II. Reasons for change
Prior to 2001, many natural persons historically utilised companies or trusts to
purchase their domestic residence. This form of holding avoided the imposition of
transfer duty without adverse tax consequences. CGT was introduced in 2001,
thereby creating a potential dual level charge. The residential property company
anti-avoidance rules (introduced in 2002) also eliminated the transfer duty
benefits of the company/trust holding structure. STC-free treatment for capital
profits was additionally limited to pre-2001 capital profits. In view of these
changes, a limited window period was granted to provide the opportunity to
transfer a residence out of a pre-existing company/trust structure. This window
period eliminated all CGT, STC and transfer duty adverse consequences. This
window period has long since expired. Upon review, it has been determined that
many taxpayers should have availed themselves of this window period relief but
have failed to do so.
III. Proposal
Tax relief granted under the previous window period of opportunity will be
restored for another window period. However, under the renewed relief, the
distribution will operate as a roll-over so that all gains or losses will be deferred.
The new roll-over rule replaces the previously granted market value step-up.

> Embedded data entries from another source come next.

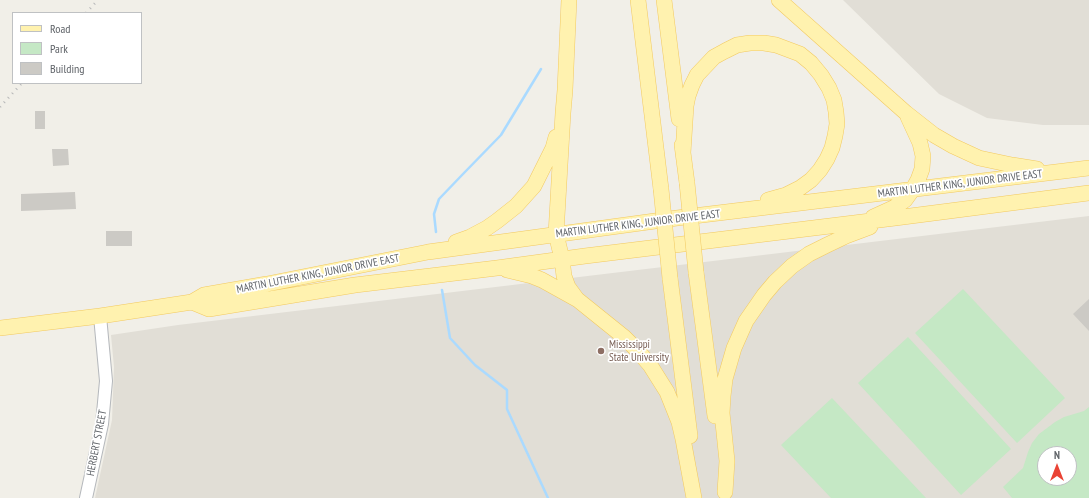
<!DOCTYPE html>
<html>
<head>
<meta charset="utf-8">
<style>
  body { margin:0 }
  #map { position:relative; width:1089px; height:498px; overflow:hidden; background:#f1efe8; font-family:"PT Sans Narrow",sans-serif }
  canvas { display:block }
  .legend { position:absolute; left:12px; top:12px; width:130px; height:72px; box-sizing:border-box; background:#fff; border:1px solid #bfc1c3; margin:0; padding:5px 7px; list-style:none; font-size:12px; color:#5f6368 }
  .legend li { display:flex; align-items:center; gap:8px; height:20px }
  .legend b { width:20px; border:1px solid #bfc1c3 }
  .north { position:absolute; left:1037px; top:446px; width:40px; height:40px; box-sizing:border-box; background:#fff; border:1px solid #bfc1c3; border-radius:50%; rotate:0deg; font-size:11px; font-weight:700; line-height:16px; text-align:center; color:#5f6368 }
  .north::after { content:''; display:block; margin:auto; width:14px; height:18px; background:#ea4335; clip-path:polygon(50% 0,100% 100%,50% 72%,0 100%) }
</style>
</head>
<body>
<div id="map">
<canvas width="1089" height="498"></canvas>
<ul class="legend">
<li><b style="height:5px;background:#fff2af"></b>Road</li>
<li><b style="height:11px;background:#c5e8c5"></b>Park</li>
<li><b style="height:11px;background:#cccac5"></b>Building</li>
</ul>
<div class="north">N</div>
</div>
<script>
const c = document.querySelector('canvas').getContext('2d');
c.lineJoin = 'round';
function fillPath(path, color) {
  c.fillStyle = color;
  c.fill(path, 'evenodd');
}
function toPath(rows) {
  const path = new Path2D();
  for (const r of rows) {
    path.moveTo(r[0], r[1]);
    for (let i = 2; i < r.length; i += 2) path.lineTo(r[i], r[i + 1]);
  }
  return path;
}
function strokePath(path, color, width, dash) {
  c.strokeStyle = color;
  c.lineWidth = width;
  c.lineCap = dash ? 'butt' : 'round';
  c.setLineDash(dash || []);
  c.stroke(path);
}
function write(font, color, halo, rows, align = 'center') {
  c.font = font + ' "PT Sans Narrow",sans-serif';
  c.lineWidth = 3.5;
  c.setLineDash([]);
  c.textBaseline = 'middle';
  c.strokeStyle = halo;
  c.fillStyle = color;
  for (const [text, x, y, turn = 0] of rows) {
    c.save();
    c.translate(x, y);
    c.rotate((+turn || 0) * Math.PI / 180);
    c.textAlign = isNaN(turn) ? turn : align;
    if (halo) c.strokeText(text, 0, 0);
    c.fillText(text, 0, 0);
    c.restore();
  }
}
fillPath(toPath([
  [843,0,1089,0,1089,125,1043,125,987,118,939,94],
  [1089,216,1089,498,95,498,112,420,114,367,111,335,178,325],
  [1045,454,1069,454,1069,478,1045,478]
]), '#e1ded6');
fillPath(toPath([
  [963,289,1065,398,1017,443,915,333],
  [908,337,1011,449,961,495,858,383],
  [832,398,926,498,831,498,781,445],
  [1089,407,1089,498,1012,498,1003,487,1023,468,1028,452,1032,443,1039,434,1055,422,1064,417,1084,411],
  [1045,454,1069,454,1069,478,1045,478]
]), '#c5e8c5');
strokePath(toPath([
  [436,232,434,214,439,199,463,174,501,135,541,69],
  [442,290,450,338,475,365,507,390,507,409,548,498]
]), '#aadaff', 2.5);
fillPath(toPath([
  [35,111,45,111,45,129,35,129],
  [52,149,68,149,69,165,53,166],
  [75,192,76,209,21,211,21,194],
  [106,231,132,231,132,246,106,246],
  [1089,299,1089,331,1073,314]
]), '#cccac5');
const minor = toPath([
  [86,498,102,424,106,381,100,316]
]);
const major = toPath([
  [569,0,565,90,563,113,556,234,562,259,564,276,568,287,576,298],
  [638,0,661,189],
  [664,0,679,119],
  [779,0,906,113,934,135,953,146,979,158,1012,165,1037,169],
  [682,145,687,183],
  [683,153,686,106,688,96,692,85,697,75,714,57,725,51,737,45,750,43,764,43,776,45,800,54,811,63,821,75,829,88,834,100,836,112,837,124,835,136,832,148,827,159,820,170,811,180,800,188,786,195,768,200],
  [873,217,895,207,905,200,913,189,918,180,922,169,923,156,920,143,908,117],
  [456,242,470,237,487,228,497,221,516,206,534,186,553,148,556,137],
  [507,270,532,276,542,280,578,300,624,337,637,350,650,365,667,392,679,422,683,439,694,498],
  [696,272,715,416],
  [670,278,690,436],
  [192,302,209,309,355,285,497,268,585,256,895,218,1089,193],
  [0,328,100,316,192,302,204,295,267,284,428,252,677,218,1089,168],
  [725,492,727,461,722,413,723,396,725,379,734,348,746,321,764,295,775,282,792,266,809,254,827,245,846,236,870,227]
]);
strokePath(minor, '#b5b8bc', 14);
strokePath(major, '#f2c960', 16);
strokePath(minor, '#fff', 12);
strokePath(major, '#fff2af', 15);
strokePath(toPath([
  [86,13,98,0],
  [0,107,22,83]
]), '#b6b7b8', 2.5, [1, 5]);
const majorBridge = toPath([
  [687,183,696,272],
  [661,189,670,278]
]);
strokePath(majorBridge, '#f2c960', 16, []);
strokePath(majorBridge, '#fff2af', 15);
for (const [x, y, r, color] of [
  [601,351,4,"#8d6e63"]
]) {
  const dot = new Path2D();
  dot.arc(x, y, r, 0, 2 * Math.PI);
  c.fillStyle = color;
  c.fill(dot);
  strokePath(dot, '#fff', 1.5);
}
write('11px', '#5f6368', '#fff', [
  ["MARTIN LUTHER KING, JUNIOR DRIVE EAST",960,184,-7],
  ["MARTIN LUTHER KING, JUNIOR DRIVE EAST",638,224,-7],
  ["MARTIN LUTHER KING, JUNIOR DRIVE EAST",318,274,-11],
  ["HERBERT STREET",97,443,-79]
]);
write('11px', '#785e54', '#fff', [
  ["Mississippi",609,345],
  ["State University",609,358]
], 'left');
</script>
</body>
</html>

Companies or trusts will qualify for relief under these provisions on similar terms
as granted under the previous window period. Like the old regime, the distribution
of a primary residence by a company or trust will be exempt from Transfer Duty
and STC. However, to the extent the Dividends Tax falls within the renewed
window period, the distribution will be exempt from the Dividends Tax.
IV. Effective Date
This provision will operate for a window period of opportunity of approximately two years ending on or before 31 December 2012.